It was said to be too close to call in the lead-up to the main event of UFC 202, and after five bloody, gritty, and exhausting rounds of fighting it was as close as we thought it was going to be.
Conor McGregor's hand was raised and the Dubliner was back to winning ways, and although Nate Diaz was adamant he had done enough to win the fight and many fight fans agree with him, it was an impressive display from McGregor who managed to prove all who thought that the rematch was a bad idea wrong.
Conor made a lot of changes for the rematch. We had heard about it more and more over the past few months as we got closer to fight-week, not least about the $300,000 he had spent on this camp, but it made a difference. A big difference.
We saw a different Conor McGregor in the octagon this time than we did last time out, and here are five key differences that helped turn the result around.
A night and day contrast in his focus.
Some felt that McGregor letting his emotions get the better of him at the pre-fight press conference was a sign that Diaz had gotten into his head, that McGregor was going to fight an emotionally charged fight, but the reality was something very different.
Whereas last time Conor was poking Nate's belly at the weigh-ins, and laughing as he strutted to the ring to 'El Chapo' by The Game, this time he looked like he was ready to kill.
The return to the Foggy Dew/Hypnotize mash up will have been met with a sign of relief from McGregor fans, as although it was just the walkout music, it was an acknowledgment that he wasn't fully focused last time out.
The composure McGregor showed in not going for the finish when he dropped Nate on three occasions showed that he was composed, focus, and most definitely not fighting with his emotions running high.
The massive emphasis on leg kicks.
Artem Lobov set the blueprint earlier in the night when he completely prevented Diaz's teammate Chris Avila from fighting, and Conor McGregor followed suit by putting the plan into action again and badly impeded Nate's movement.

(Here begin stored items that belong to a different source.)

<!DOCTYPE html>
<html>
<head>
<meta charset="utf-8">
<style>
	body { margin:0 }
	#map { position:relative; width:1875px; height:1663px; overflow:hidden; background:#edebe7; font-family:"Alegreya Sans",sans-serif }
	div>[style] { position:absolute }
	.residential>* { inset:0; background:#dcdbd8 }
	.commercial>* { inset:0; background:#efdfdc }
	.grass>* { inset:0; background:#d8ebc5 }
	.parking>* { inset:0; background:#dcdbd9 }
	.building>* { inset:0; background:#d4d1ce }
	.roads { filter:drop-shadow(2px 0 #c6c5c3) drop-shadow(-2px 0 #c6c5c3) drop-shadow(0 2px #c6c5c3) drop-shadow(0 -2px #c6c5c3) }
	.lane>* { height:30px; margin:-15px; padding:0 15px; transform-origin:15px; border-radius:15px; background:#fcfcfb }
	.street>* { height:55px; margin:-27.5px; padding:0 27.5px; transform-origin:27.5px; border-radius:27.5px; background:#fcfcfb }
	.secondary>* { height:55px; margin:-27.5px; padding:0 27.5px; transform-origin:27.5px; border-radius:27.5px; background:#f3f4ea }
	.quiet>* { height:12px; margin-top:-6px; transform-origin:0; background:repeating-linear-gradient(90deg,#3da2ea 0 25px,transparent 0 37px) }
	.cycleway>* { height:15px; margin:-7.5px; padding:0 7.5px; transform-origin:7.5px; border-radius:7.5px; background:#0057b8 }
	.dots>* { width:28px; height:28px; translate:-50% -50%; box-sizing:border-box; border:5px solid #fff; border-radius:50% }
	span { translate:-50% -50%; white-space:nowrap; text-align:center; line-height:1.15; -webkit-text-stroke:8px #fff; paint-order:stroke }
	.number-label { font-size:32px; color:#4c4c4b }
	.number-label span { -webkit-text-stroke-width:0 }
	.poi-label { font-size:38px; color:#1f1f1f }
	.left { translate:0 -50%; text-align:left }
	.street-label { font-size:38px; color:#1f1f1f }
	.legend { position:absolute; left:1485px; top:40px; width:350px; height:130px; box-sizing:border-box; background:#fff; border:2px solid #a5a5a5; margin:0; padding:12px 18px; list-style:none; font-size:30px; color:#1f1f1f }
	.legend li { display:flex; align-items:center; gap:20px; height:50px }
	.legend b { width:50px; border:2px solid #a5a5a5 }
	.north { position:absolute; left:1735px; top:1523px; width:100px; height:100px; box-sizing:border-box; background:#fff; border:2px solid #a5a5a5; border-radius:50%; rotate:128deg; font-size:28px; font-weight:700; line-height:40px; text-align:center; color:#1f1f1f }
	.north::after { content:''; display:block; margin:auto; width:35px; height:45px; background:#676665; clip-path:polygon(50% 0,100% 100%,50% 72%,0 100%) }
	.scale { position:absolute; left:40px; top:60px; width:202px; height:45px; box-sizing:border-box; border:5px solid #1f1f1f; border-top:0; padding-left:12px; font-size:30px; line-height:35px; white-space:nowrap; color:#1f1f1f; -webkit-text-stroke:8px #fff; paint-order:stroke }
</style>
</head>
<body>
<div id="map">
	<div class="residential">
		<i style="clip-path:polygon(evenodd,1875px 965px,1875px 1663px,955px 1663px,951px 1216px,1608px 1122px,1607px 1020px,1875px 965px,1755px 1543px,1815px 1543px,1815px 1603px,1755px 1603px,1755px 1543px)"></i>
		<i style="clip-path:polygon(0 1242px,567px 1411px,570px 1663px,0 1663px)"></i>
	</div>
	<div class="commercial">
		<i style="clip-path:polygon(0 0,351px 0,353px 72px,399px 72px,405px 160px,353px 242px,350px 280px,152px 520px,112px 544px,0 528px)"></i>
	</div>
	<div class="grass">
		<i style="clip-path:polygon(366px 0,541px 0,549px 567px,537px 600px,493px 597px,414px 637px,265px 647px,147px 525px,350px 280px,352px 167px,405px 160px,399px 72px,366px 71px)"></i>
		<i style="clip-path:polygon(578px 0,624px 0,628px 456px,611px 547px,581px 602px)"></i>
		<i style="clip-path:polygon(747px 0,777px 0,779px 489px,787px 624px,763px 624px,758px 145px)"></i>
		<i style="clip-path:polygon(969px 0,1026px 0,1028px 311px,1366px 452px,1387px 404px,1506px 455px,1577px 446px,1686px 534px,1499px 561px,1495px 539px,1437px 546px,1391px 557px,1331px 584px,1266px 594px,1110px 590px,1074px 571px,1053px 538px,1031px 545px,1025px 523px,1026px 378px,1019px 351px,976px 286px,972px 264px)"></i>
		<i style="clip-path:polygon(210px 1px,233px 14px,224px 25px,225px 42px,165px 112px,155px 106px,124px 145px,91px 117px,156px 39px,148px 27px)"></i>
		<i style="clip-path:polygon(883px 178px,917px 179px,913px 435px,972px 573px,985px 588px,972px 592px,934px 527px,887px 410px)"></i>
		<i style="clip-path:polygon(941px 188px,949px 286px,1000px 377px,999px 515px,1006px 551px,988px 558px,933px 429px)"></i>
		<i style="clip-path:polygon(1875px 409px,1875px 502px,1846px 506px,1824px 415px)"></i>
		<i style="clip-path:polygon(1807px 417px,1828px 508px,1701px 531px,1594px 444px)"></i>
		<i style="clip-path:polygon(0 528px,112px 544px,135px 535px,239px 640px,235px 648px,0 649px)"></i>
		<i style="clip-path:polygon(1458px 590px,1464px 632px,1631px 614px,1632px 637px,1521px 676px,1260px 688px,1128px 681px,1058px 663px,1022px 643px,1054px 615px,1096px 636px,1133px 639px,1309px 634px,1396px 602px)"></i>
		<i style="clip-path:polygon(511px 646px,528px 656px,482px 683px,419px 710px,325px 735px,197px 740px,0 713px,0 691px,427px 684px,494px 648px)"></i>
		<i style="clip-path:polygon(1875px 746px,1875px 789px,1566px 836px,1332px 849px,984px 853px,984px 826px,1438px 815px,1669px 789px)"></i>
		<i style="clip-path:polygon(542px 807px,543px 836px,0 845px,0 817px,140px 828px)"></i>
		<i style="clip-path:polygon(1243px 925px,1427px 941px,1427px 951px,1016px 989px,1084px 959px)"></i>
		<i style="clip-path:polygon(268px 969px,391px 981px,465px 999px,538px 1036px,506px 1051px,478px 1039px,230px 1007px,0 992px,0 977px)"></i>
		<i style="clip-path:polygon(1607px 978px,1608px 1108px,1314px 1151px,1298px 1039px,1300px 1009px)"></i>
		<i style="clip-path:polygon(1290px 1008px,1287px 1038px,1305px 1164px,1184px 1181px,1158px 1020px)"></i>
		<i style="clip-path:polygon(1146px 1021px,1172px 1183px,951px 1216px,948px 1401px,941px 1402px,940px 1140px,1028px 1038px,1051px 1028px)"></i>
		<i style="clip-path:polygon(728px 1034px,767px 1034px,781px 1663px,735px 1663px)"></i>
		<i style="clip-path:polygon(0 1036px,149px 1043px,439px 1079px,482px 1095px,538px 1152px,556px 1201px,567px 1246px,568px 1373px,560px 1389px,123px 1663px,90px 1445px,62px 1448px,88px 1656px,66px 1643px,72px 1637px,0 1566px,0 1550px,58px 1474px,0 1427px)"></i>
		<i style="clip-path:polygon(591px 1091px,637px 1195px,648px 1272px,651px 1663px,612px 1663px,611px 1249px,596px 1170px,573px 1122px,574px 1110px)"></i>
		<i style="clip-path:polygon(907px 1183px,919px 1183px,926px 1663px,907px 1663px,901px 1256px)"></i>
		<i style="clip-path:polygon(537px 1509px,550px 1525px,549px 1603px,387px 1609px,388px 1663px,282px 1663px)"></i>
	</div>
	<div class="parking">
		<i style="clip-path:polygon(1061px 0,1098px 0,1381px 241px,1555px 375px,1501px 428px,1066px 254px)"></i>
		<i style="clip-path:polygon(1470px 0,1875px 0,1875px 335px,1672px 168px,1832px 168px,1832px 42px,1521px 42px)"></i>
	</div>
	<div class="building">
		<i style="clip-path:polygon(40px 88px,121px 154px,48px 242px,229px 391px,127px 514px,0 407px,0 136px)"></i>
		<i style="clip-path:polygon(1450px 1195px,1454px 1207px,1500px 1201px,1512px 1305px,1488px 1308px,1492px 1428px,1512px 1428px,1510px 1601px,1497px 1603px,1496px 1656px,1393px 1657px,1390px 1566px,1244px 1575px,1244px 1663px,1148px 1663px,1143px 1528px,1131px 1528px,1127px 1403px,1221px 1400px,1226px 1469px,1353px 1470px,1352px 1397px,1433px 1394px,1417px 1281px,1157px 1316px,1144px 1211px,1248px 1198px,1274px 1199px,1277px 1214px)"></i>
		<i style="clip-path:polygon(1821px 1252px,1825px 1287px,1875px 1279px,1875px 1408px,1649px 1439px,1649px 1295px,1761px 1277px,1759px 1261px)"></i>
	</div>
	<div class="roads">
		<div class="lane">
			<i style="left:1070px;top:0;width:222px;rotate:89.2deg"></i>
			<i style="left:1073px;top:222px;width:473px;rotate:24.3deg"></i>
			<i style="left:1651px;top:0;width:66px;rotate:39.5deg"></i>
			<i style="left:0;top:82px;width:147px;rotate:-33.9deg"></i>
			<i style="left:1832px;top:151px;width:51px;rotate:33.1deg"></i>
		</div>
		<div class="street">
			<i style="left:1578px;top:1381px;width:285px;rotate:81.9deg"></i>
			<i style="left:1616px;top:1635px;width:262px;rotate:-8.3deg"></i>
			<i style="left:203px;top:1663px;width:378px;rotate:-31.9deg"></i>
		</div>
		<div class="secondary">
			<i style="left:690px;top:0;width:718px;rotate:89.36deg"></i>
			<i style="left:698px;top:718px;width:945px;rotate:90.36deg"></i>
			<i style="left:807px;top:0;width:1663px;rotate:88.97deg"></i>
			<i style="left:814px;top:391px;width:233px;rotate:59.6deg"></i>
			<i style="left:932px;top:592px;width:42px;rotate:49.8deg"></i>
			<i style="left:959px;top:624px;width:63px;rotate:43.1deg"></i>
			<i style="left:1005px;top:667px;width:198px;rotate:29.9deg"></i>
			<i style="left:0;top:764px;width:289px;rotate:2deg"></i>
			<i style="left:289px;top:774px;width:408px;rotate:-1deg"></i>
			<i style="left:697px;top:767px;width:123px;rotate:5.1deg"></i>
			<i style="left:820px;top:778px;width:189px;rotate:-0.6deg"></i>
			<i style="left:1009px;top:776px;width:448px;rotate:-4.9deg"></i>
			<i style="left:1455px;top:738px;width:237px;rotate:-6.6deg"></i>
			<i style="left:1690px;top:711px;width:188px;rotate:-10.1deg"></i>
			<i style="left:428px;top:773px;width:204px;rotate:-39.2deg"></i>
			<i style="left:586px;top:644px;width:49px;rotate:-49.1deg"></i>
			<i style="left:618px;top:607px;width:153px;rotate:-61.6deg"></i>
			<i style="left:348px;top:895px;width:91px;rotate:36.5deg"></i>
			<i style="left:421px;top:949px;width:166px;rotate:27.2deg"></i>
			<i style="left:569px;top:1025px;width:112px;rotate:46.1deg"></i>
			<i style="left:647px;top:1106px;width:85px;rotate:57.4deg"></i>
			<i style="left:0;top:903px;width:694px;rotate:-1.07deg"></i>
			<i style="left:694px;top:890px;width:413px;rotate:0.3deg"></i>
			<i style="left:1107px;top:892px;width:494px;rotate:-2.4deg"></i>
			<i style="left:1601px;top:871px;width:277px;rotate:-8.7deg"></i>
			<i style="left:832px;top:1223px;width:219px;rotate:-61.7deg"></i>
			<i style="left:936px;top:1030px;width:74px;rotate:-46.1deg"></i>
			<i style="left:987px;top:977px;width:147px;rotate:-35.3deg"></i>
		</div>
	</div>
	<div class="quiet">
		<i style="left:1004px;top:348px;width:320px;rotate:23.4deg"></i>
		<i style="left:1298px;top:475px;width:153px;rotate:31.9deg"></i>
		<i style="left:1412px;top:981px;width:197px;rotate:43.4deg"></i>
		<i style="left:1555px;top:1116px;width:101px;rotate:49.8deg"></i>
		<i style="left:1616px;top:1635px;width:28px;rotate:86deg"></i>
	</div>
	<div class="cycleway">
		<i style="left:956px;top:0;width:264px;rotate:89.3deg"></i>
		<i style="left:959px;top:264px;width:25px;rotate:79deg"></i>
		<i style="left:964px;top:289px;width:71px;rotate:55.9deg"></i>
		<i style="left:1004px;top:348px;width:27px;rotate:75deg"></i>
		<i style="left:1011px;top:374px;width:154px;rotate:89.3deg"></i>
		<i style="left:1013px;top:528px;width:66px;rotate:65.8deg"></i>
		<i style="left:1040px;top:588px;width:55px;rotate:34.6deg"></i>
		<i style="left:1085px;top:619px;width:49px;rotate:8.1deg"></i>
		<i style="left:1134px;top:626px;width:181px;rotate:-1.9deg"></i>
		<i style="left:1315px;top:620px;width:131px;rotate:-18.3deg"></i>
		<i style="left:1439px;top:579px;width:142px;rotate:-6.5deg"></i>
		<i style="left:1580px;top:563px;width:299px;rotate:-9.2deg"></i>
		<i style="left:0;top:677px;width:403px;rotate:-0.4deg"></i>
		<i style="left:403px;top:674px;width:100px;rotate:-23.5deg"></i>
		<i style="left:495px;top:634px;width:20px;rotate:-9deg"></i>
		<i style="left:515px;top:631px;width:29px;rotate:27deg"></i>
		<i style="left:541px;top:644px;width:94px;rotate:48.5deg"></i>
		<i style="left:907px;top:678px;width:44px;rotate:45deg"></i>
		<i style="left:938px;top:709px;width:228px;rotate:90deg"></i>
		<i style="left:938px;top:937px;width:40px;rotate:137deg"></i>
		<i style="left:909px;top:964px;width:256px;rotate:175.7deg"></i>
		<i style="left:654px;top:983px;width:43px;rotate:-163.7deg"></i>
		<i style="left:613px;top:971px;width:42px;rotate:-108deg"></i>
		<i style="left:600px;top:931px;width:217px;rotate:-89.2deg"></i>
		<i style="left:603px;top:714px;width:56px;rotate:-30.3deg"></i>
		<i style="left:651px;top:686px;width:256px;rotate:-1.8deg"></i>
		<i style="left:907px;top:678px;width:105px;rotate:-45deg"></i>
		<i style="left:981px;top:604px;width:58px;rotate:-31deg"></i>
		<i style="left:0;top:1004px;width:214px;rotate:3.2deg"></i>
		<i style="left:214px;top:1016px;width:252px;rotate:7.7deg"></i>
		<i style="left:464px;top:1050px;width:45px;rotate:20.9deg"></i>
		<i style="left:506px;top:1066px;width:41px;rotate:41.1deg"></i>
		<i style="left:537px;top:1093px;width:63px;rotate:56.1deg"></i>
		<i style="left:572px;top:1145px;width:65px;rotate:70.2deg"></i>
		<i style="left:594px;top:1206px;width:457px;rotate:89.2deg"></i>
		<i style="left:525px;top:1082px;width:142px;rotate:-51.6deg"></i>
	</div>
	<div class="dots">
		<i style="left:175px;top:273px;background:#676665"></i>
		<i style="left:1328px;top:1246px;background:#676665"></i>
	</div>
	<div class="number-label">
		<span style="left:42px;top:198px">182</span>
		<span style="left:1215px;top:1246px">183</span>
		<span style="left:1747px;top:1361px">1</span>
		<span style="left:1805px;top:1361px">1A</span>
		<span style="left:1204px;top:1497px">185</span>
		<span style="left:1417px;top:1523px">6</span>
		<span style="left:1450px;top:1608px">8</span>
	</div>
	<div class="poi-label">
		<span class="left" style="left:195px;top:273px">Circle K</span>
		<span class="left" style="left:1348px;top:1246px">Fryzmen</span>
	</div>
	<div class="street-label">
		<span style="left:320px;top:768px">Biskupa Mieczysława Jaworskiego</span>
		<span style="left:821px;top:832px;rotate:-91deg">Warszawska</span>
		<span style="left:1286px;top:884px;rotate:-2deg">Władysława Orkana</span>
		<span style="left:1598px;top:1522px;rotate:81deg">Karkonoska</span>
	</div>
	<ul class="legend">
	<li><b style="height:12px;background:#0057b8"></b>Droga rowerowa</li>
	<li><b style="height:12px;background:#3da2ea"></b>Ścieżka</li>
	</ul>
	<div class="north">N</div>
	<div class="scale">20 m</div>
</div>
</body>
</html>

Following this strategy proves what McGregor and coach John Kavanagh had been saying in that this was the first time they had prepared specifically for their next opponent, as Rafael Dos Anjos had set the blueprint to taking Diaz out of his comfort zone before.
One of the main criticisms of Conor's performance in the first fight was that he didn't utilise the leg kicks enough, so this time he came out and made a point of hammering that lead leg, and it worked very well.
Avoiding the ground-game through composure and takedown defense.
Conor McGregor has always had impressive takedown defense - even when Chad Mendes managed to get him to the deck at UFC 189, the Irishman was able to prevent a number of attempts - but the ability to continue to stuff takedowns right up until the final minute of the fight was absolutely crucial.
Diaz was getting decent success from the clinch, and tried to take McGregor down against the cage on a number of occasions, particularly in the fourth and fifth rounds, but it was not until time was running out to the point where Diaz couldn't do significant damage that he finally succeeded.
McGregor had been talking up the fast improvements he had made to his jiu-jitsu in this camp, but we didn't get a chance to see it, and that's a big factor in why Conor was awarded the decision.
Also notable was the patience and composure shown when he dropped Diaz. If nothing was on offer he was allowed back to his feet to avoid the danger a Diaz guard would present.
Swallowing his pride and taking a breather when needed.
Conor McGregor was booed for running away and getting some space to allow him to breathe.
What was the alternative? Stand there and trade despite knowing you were blowing hard, take punishment, maybe try for a takedown? If that sounds familiar it's because it is what he did the first time.
This time around McGregor knew he had to evade. It's not like he spent minutes at a time catching his breath, but by getting away he bought himself time and despite Diaz mocking him, make the smart decision. This helped no end when it came to having something left in the tank later on. He couldn't punch his way out of those engagements, he needed to get out and he did.
That second wind.
We knew he would be in better shape after gassing early the last time, but the fourth round was absolutely vital for Conor McGregor.
Nate Diaz had the Irishman very worried at the end of the second round, and totally dominated the third which one judge scored as a (very plausible) 10-8, so many thought the finish was imminent. Conor had gassed again, Nate had grown into the fight again, and the end was nigh.
But instead, Conor got a second wind and won the fourth, which in turn won him the fight. McGregor kept his distance, picked his shots, kept working on the leg kicks, and kept Diaz's flurries from the clinch to a minimum after the trouble they cause in previous rounds.
His conditioning was in a much better place than it was in March, as there were now reserves once the gas tank hit a critical level.